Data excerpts
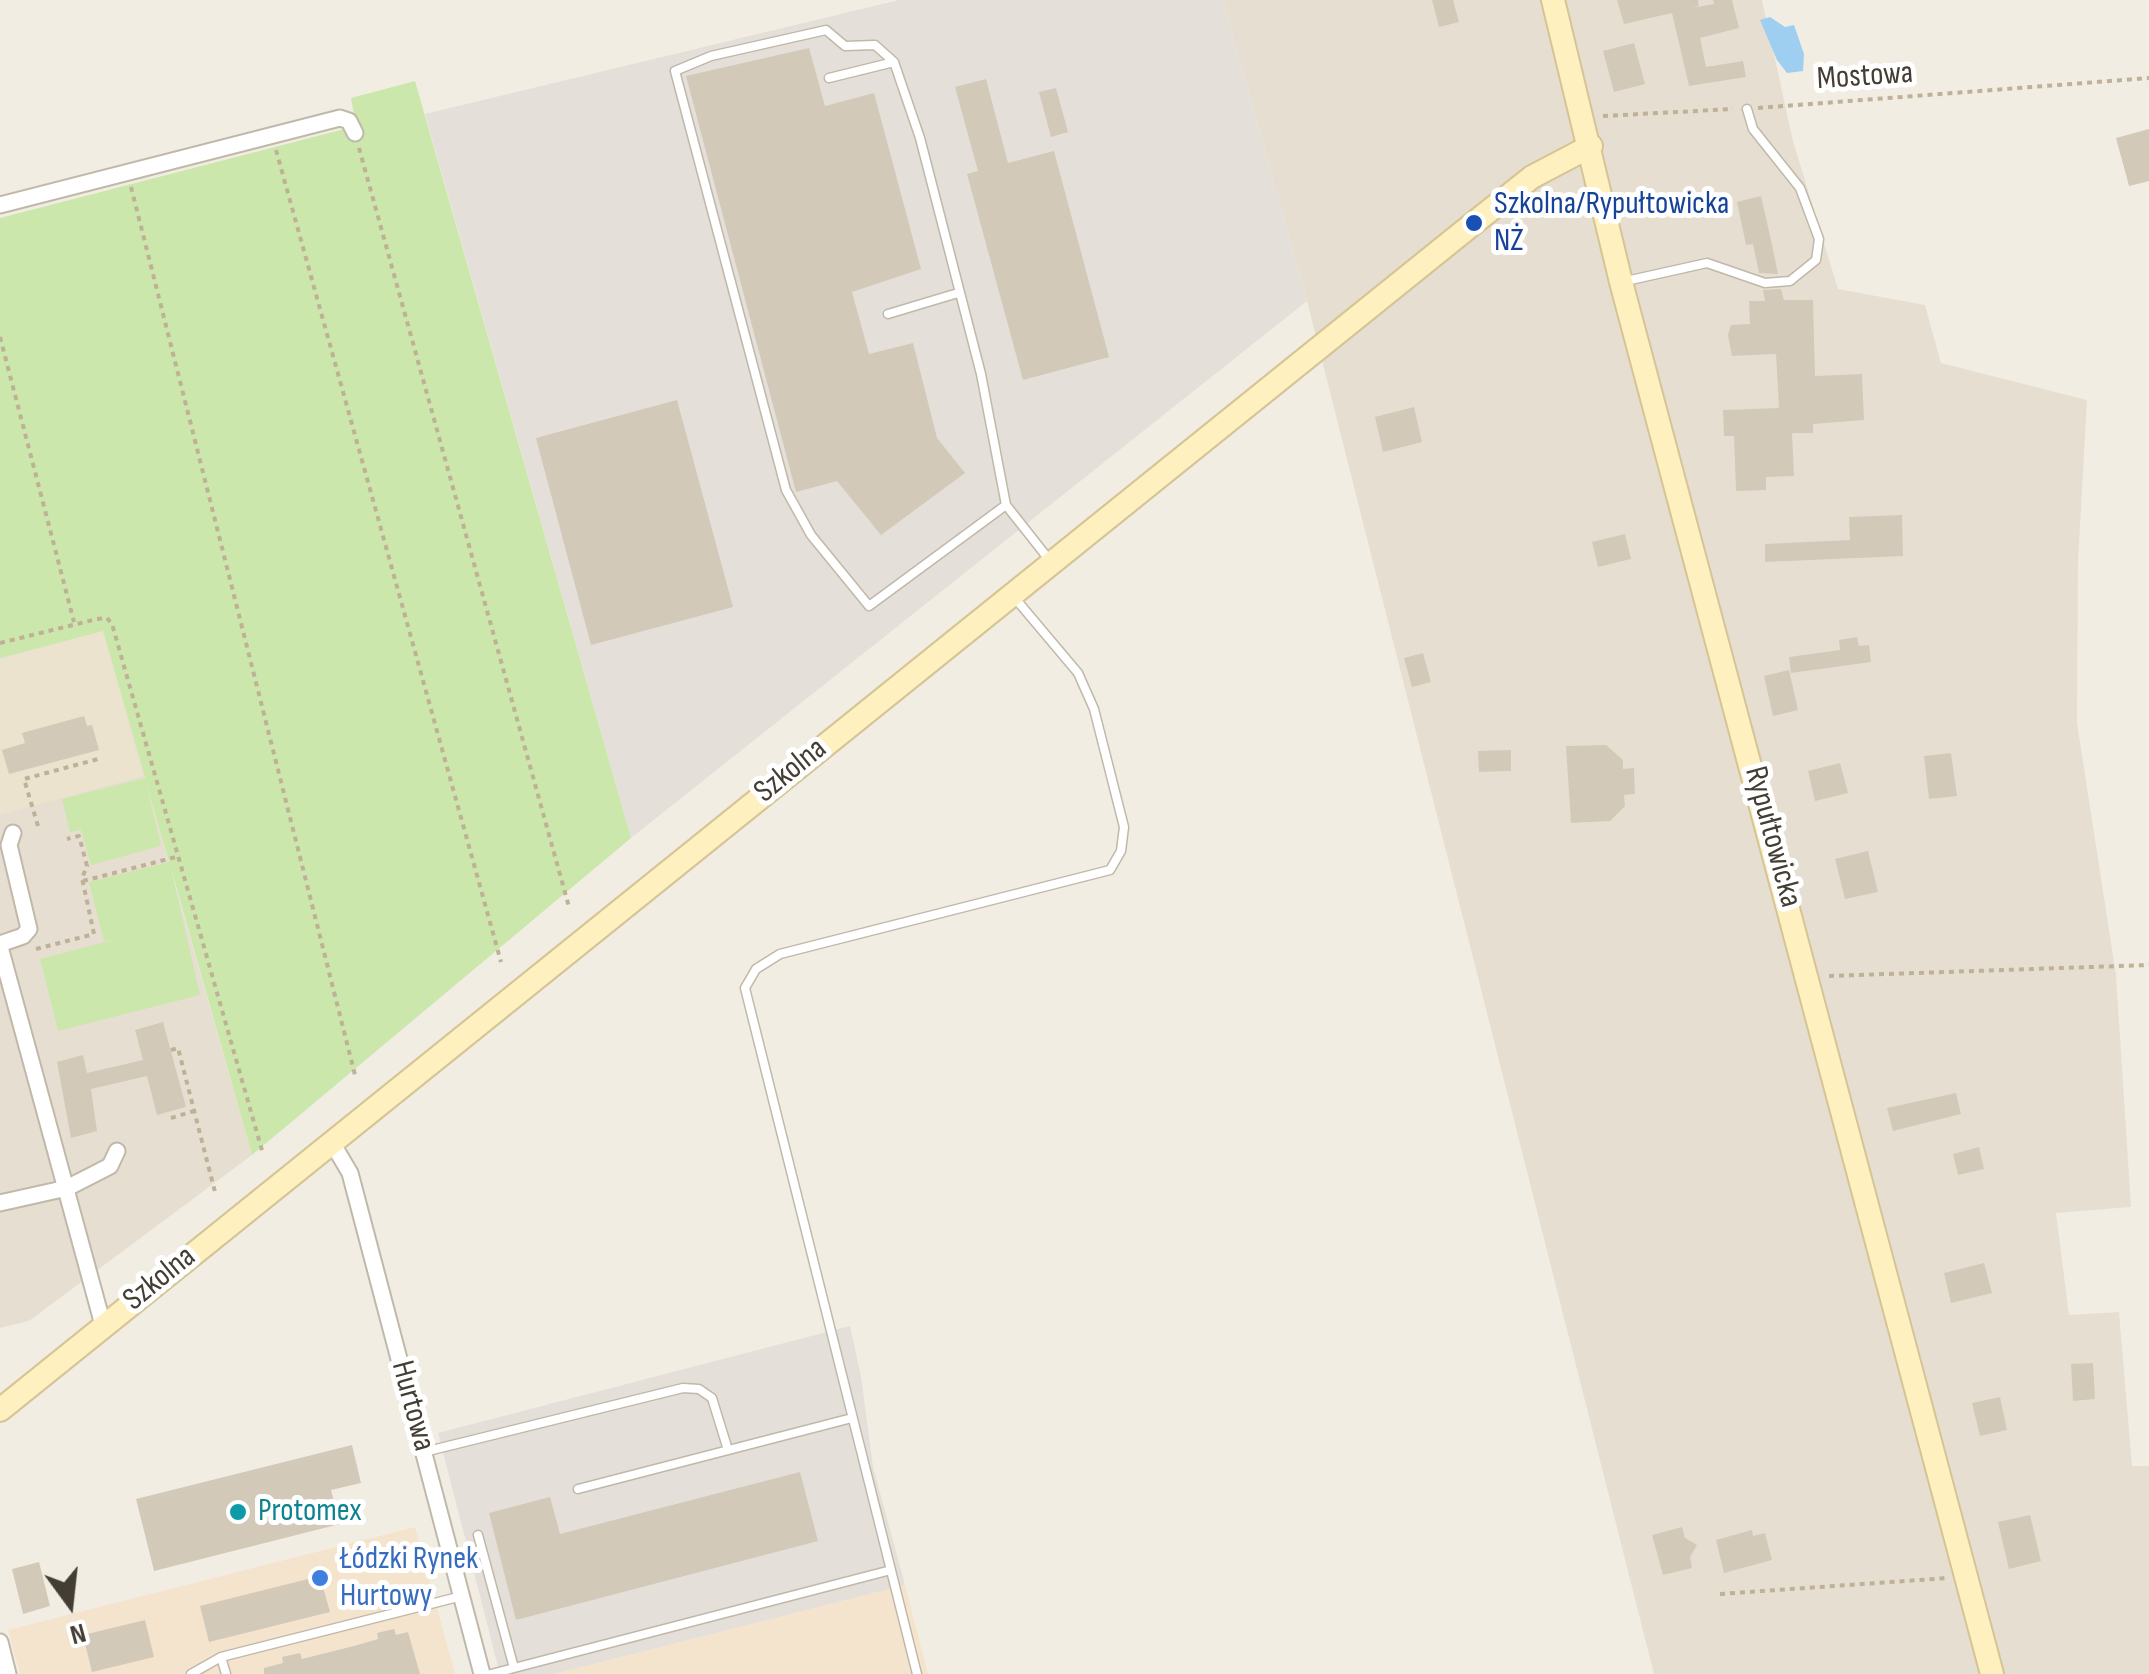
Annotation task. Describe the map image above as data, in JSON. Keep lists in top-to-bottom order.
{
  "streets": {
    "street": ["Szkolna", "Rypułtowicka", "Hurtowa"],
    "path": ["Mostowa"]
  },
  "crossings": [
    ["Mostowa", "Rypułtowicka"],
    ["Szkolna", "Rypułtowicka"],
    ["Szkolna", "Hurtowa"]
  ],
  "places": ["Szkolna/Rypułtowicka NŻ", "Protomex", "Łódzki Rynek Hurtowy"],
  "north": "bottom"
}
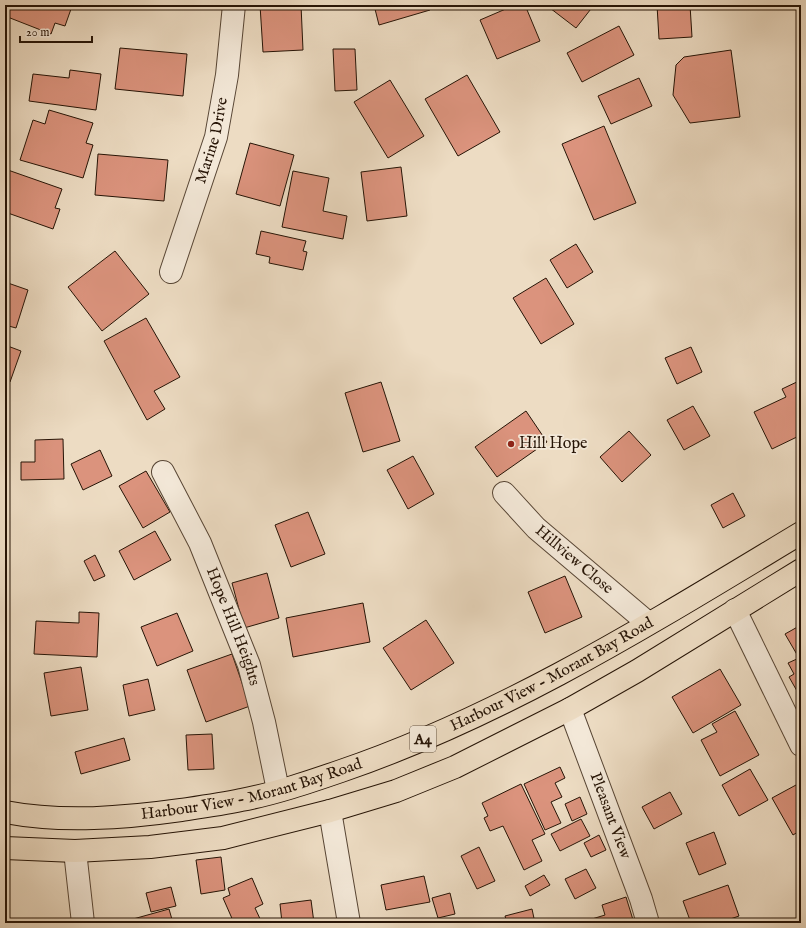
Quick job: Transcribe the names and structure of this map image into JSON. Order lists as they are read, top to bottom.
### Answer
{
  "streets": {
    "highway": ["Harbour View - Morant Bay Road", "A4"],
    "street": [
      "Marine Drive",
      "Hillview Close",
      "Hope Hill Heights",
      "Pleasant View"
    ]
  },
  "crossings": [
    ["Hillview Close", "Harbour View - Morant Bay Road"],
    ["Hope Hill Heights", "Harbour View - Morant Bay Road"],
    ["Harbour View - Morant Bay Road", "Pleasant View"]
  ],
  "places": ["Hill Hope"],
  "scale_bar": "20 m"
}
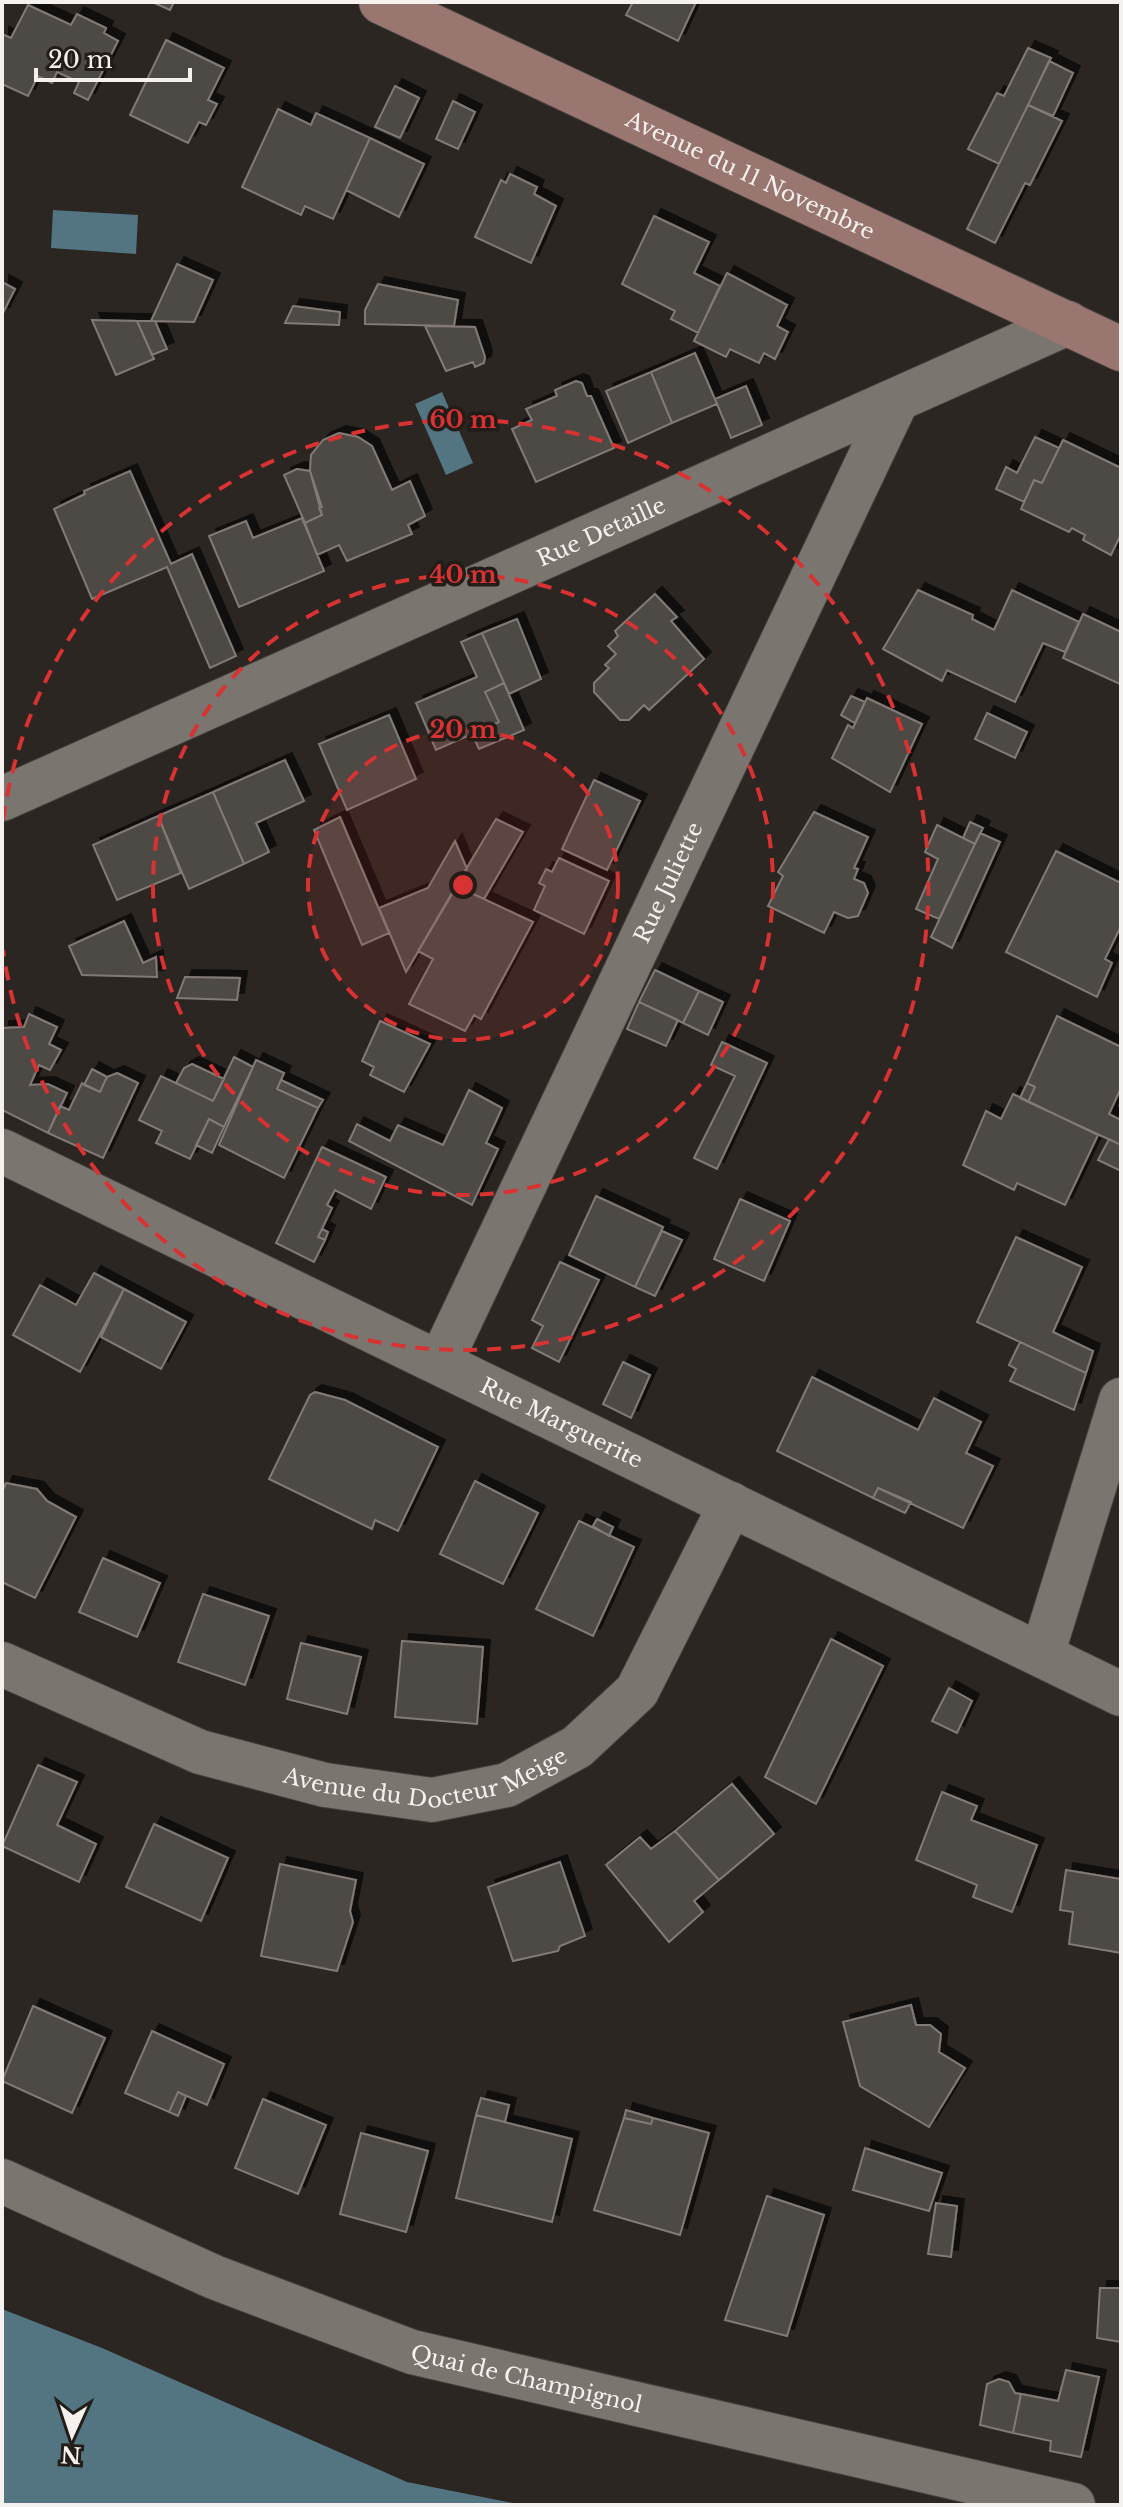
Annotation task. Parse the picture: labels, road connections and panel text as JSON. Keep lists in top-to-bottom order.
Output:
{
  "streets": {
    "street": [
      "Avenue du 11 Novembre",
      "Rue Detaille",
      "Rue Juliette",
      "Rue Marguerite",
      "Avenue du Docteur Meige",
      "Quai de Champignol"
    ]
  },
  "crossings": [
    ["Avenue du 11 Novembre", "Rue Detaille"],
    ["Rue Detaille", "Rue Juliette"],
    ["Rue Juliette", "Rue Marguerite"],
    ["Rue Marguerite", "Avenue du Docteur Meige"]
  ],
  "scale_bar": "20 m",
  "north": "bottom",
  "rings": ["60 m", "40 m", "20 m"]
}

### WHAT TO DO
The answer must be an exact copy of the lines above, from the start of the records through the line with "Quick job: Transcribe", and of nothing else; no pictures belong in it.

### ANSWER TO THIS EXERCISE
Annotation task. Describe the map image above as data, in JSON. Keep lists in top-to-bottom order.
{
  "streets": {
    "street": ["Szkolna", "Rypułtowicka", "Hurtowa"],
    "path": ["Mostowa"]
  },
  "crossings": [
    ["Mostowa", "Rypułtowicka"],
    ["Szkolna", "Rypułtowicka"],
    ["Szkolna", "Hurtowa"]
  ],
  "places": ["Szkolna/Rypułtowicka NŻ", "Protomex", "Łódzki Rynek Hurtowy"],
  "north": "bottom"
}
Quick job: Transcribe the names and structure of this map image into JSON. Order lists as they are read, top to bottom.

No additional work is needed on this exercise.